Data Engineer for Marcel Product
Makati, Philippines
Applications have closed
Publicis Groupe
Company Description
Publicis Re:Sources is the technology and business services backbone of Publicis Groupe.
Publicis Groupe is the 3rd largest communications group worldwide, Leader in digital and Interactive Communication. With activities spanning 104 countries on five continents, Publicis Groupe employs approximately 80,000 professionals. Publicis Groupe offers local and international clients a complete range of communication services.
About Marcel Project:
Marcel is the AI platform that connects more than 80,000 employees at Publicis Groupe— across geographies, agencies and capabilities. Marcel helps our employees learn, share, create, connect
and grow more than ever before. Marcel connects employees to our culture, helps them master new skills, inspires them and tackles diversity and inclusion head on to help build a better world together. It’s a place where we come together every day to amplify each other as one global team.
All of this employee engagement creates over 100 million data points that power our AI-enabled knowledge graph, making the experience even more relevant for employees. And for our clients, our knowledge graph makes Marcel one of the most powerful tools ever invented for finding exactly the right expertise, teams and knowledge that we need to win in the Platform World.
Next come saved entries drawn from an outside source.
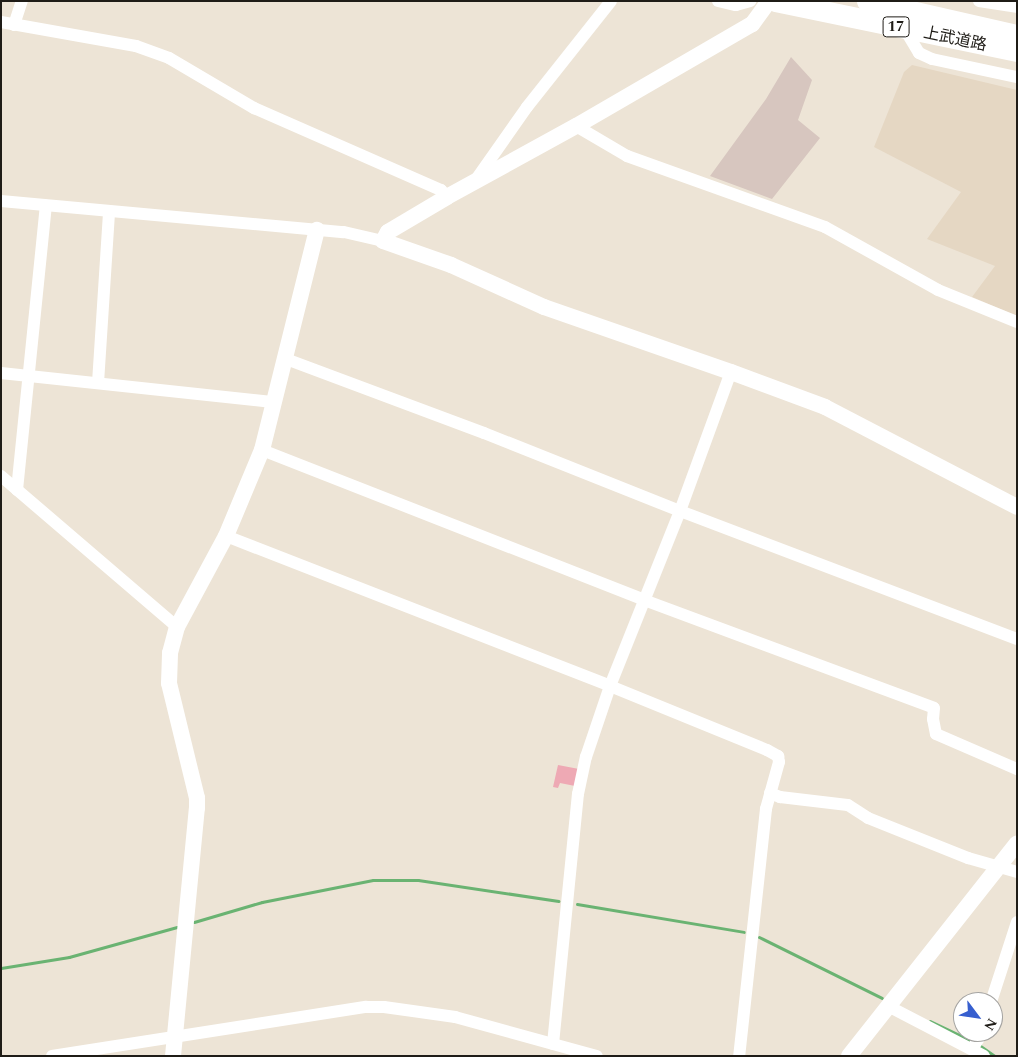 <!DOCTYPE html>
<html>
<head>
<meta charset="utf-8">
<style>
  body { margin:0 }
  #map { position:relative; width:1018px; height:1057px; overflow:hidden; background:#ede4d6; font-family:Spectral,"Noto Sans JP",serif }
  div>[style] { position:absolute }
  .built>* { inset:0; background:#e5d7c3 }
  .green>* { inset:0; background:#eea9b4 }
  .stream>* { height:3px; margin:-1.5px; padding:0 1.5px; transform-origin:1.5px; border-radius:1.5px; background:#6ab372 }
  .building>* { inset:0; background:#d7c6bf }
  .minor>* { height:12px; margin:-6px; padding:0 6px; transform-origin:6px; border-radius:6px; background:#fff }
  .tertiary>* { height:16px; margin:-8px; padding:0 8px; transform-origin:8px; border-radius:8px; background:#fff }
  .trunk>* { height:21px; margin:-10.5px; padding:0 10.5px; transform-origin:10.5px; border-radius:10.5px; background:#fff }
  span { translate:-50% -50%; white-space:nowrap; text-align:center; line-height:1.15; -webkit-text-stroke:5px #fff; paint-order:stroke }
  .shield-label span { padding:1px 4px; background:#fff; border:1px solid; border-radius:4px; -webkit-text-stroke-width:0 }
  .shield-label { font-size:15px; color:#1f1c17; font-weight:700 }
  .street-label { font-size:16px; color:#1f1c17 }
  .frame { position:absolute; inset:0; border:2px solid #1f1c17; pointer-events:none }
  .north { position:absolute; left:953px; top:992px; width:50px; height:50px; box-sizing:border-box; background:#fff; border:1px solid #a5a4a2; border-radius:50%; rotate:121deg; font-size:14px; font-weight:700; line-height:20px; text-align:center; color:#1f1c17 }
  .north::after { content:''; display:block; margin:auto; width:18px; height:22px; background:#375fcf; clip-path:polygon(50% 0,100% 100%,50% 72%,0 100%) }
</style>
</head>
<body>
<div id="map">
  <div class="built">
    <i style="clip-path:polygon(912px 65px,1017px 90px,1017px 316px,972px 297px,995px 266px,927px 239px,961px 192px,874px 147px,904px 72px)"></i>
  </div>
  <div class="green">
    <i style="clip-path:polygon(558px 765px,579px 769px,575px 786px,560px 783px,558px 788px,553px 787px)"></i>
  </div>
  <div class="stream">
    <i style="left:577px;top:904px;width:169px;rotate:9.5deg"></i>
    <i style="left:194px;top:922px;width:71px;rotate:-16.4deg"></i>
    <i style="left:262px;top:902px;width:113px;rotate:-11.2deg"></i>
    <i style="left:373px;top:880px;width:45px"></i>
    <i style="left:418px;top:880px;width:142px;rotate:8.5deg"></i>
    <i style="left:759px;top:937px;width:137px;rotate:26.4deg"></i>
    <i style="left:1px;top:968px;width:69px;rotate:-9.2deg"></i>
    <i style="left:69px;top:957px;width:112px;rotate:-15.5deg"></i>
    <i style="left:930px;top:1021px;width:49px;rotate:25.5deg"></i>
    <i style="left:979px;top:1045px;width:19px;rotate:35deg"></i>
  </div>
  <div class="building">
    <i style="clip-path:polygon(791px 57px,812px 80px,798px 120px,820px 138px,772px 199px,710px 176px,766px 99px)"></i>
  </div>
  <div class="minor">
    <i style="left:718px;top:1px;width:18px;rotate:13deg"></i>
    <i style="left:736px;top:5px;width:15px;rotate:-16deg"></i>
    <i style="left:979px;top:1px;width:38px;rotate:9deg"></i>
    <i style="left:1px;top:22px;width:137px;rotate:10.1deg"></i>
    <i style="left:136px;top:46px;width:35px;rotate:20deg"></i>
    <i style="left:169px;top:58px;width:99px;rotate:30.5deg"></i>
    <i style="left:254px;top:108px;width:204px;rotate:23.7deg"></i>
    <i style="left:441px;top:190px;width:9px;rotate:49deg"></i>
    <i style="left:14px;top:25px;width:25px;rotate:-72deg"></i>
    <i style="left:904px;top:28px;width:29px;rotate:59deg"></i>
    <i style="left:919px;top:53px;width:14px;rotate:25deg"></i>
    <i style="left:932px;top:59px;width:87px;rotate:12deg"></i>
    <i style="left:576px;top:126px;width:59px;rotate:30.5deg"></i>
    <i style="left:627px;top:156px;width:210px;rotate:19.7deg"></i>
    <i style="left:825px;top:227px;width:129px;rotate:29.1deg"></i>
    <i style="left:938px;top:290px;width:85px;rotate:22.1deg"></i>
    <i style="left:475px;top:181px;width:90px;rotate:-54.9deg"></i>
    <i style="left:527px;top:107px;width:135px;rotate:-51.6deg"></i>
    <i style="left:1px;top:201px;width:344px;rotate:5.2deg"></i>
    <i style="left:344px;top:232px;width:40px;rotate:13deg"></i>
    <i style="left:286px;top:359px;width:211px;rotate:20.5deg"></i>
    <i style="left:484px;top:433px;width:211px;rotate:21.7deg"></i>
    <i style="left:680px;top:511px;width:360px;rotate:20.8deg"></i>
    <i style="left:1px;top:373px;width:275px;rotate:6.1deg"></i>
    <i style="left:98px;top:383px;width:171px;rotate:-86.3deg"></i>
    <i style="left:262px;top:450px;width:410px;rotate:21.4deg"></i>
    <i style="left:644px;top:600px;width:309px;rotate:20.4deg"></i>
    <i style="left:934px;top:708px;width:11px;rotate:95deg"></i>
    <i style="left:933px;top:719px;width:15px;rotate:79deg"></i>
    <i style="left:936px;top:734px;width:88px;rotate:23.4deg"></i>
    <i style="left:1px;top:476px;width:232px;rotate:40.6deg"></i>
    <i style="left:17px;top:490px;width:286px;rotate:-84.2deg"></i>
    <i style="left:226px;top:536px;width:412px;rotate:21.3deg"></i>
    <i style="left:610px;top:686px;width:170px;rotate:22.2deg"></i>
    <i style="left:767px;top:750px;width:13px;rotate:29deg"></i>
    <i style="left:778px;top:756px;width:6px;rotate:81deg"></i>
    <i style="left:779px;top:762px;width:49px;rotate:105.5deg"></i>
    <i style="left:766px;top:809px;width:248px;rotate:96.2deg"></i>
    <i style="left:770px;top:793px;width:11px;rotate:22deg"></i>
    <i style="left:780px;top:797px;width:68px;rotate:6.7deg"></i>
    <i style="left:848px;top:805px;width:24px;rotate:33deg"></i>
    <i style="left:868px;top:818px;width:108px;rotate:21.8deg"></i>
    <i style="left:968px;top:858px;width:51px;rotate:15.9deg"></i>
    <i style="left:991px;top:1002px;width:84px;rotate:-72deg"></i>
    <i style="left:888px;top:1006px;width:108px;rotate:27.5deg"></i>
    <i style="left:553px;top:1044px;width:251px;rotate:-84.3deg"></i>
    <i style="left:578px;top:794px;width:38px;rotate:-78deg"></i>
    <i style="left:586px;top:757px;width:75px;rotate:-71.3deg"></i>
    <i style="left:610px;top:686px;width:188px;rotate:-68.2deg"></i>
    <i style="left:680px;top:511px;width:148px;rotate:-69.9deg"></i>
    <i style="left:972px;top:1049px;width:20px;rotate:-57deg"></i>
    <i style="left:52px;top:1056px;width:318px;rotate:-8.9deg"></i>
    <i style="left:366px;top:1007px;width:18px"></i>
    <i style="left:384px;top:1007px;width:72px;rotate:8deg"></i>
    <i style="left:455px;top:1017px;width:147px;rotate:15.4deg"></i>
  </div>
  <div class="tertiary">
    <i style="left:769px;top:1px;width:29px;rotate:126deg"></i>
    <i style="left:752px;top:24px;width:203px;rotate:149.9deg"></i>
    <i style="left:576px;top:126px;width:147px;rotate:151.2deg"></i>
    <i style="left:447px;top:197px;width:69px;rotate:149.3deg"></i>
    <i style="left:388px;top:232px;width:10px;rotate:119deg"></i>
    <i style="left:383px;top:241px;width:72px;rotate:19.4deg"></i>
    <i style="left:451px;top:265px;width:102px;rotate:24.3deg"></i>
    <i style="left:544px;top:307px;width:198px;rotate:19.2deg"></i>
    <i style="left:731px;top:372px;width:100px;rotate:20.4deg"></i>
    <i style="left:825px;top:407px;width:216px;rotate:27.5deg"></i>
    <i style="left:173px;top:1056px;width:249px;rotate:-84.5deg"></i>
    <i style="left:197px;top:808px;width:10px;rotate:-90deg"></i>
    <i style="left:197px;top:798px;width:118px;rotate:-103.7deg"></i>
    <i style="left:169px;top:683px;width:30px;rotate:-88deg"></i>
    <i style="left:170px;top:653px;width:27px;rotate:-75deg"></i>
    <i style="left:177px;top:627px;width:103px;rotate:-61.7deg"></i>
    <i style="left:226px;top:536px;width:93px;rotate:-67.3deg"></i>
    <i style="left:262px;top:450px;width:227px;rotate:-76deg"></i>
    <i style="left:849px;top:1056px;width:271px;rotate:-51.7deg"></i>
  </div>
  <div class="trunk">
    <i style="left:775px;top:1px;width:247px;rotate:11.7deg"></i>
    <i style="left:867px;top:1px;width:154px;rotate:12.8deg"></i>
  </div>
  <div class="shield-label">
    <span style="left:896px;top:27px">17</span>
  </div>
  <div class="street-label">
    <span style="left:955px;top:39px;rotate:12deg">上武道路</span>
  </div>
  <div class="frame"></div>
  <div class="north">N</div>
</div>
</body>
</html>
Marcel is a strategic investment in our people and is aimed at being their personal growth engine in this hybrid world. This role is joining the dynamic Marcel team in helping build and evolve this product.
Job Description
Job Description
The key accountabilities for this role are, but not limited to;
· Lead and mentor a team of Data Engineers across complex Data Pipelines for a variety of consumers.
· Create and maintain optimal data pipeline architecture,
· Assemble large, complex data sets that meet functional / non-functional business requirements.
· Identify, design, and implement internal process improvements: automating manual processes, optimizing data delivery, re-designing infrastructure for greater scalability, etc.
· Build the infrastructure required for optimal extraction, transformation, and loading of data from a wide variety of data sources using SQL and Azure ‘big data’ technologies.
· Build analytics tools that utilize the data pipeline to provide actionable insights into customer acquisition, operational efficiency and other key business performance metrics.
· Work with stakeholders including the Executive, Product, Data and Design teams to assist with data-related technical issues and support their data infrastructure needs..
· Create data tools for analytics and data scientist team members that assist them in building and optimizing our product into an innovative industry leader.
· Work with data and analytics experts to strive for greater functionality in our data systems.
· The deliverables for each Sprint are clearly understood by the Agile Team(s).
· Ensure that the Agile team(s) delivers working software of sufficient quality to deliver to clients at the end of each development sprint.
· Source Control repositories are appropriately managed
· Agile team receives sufficient resourcing to be able to complete its objectives.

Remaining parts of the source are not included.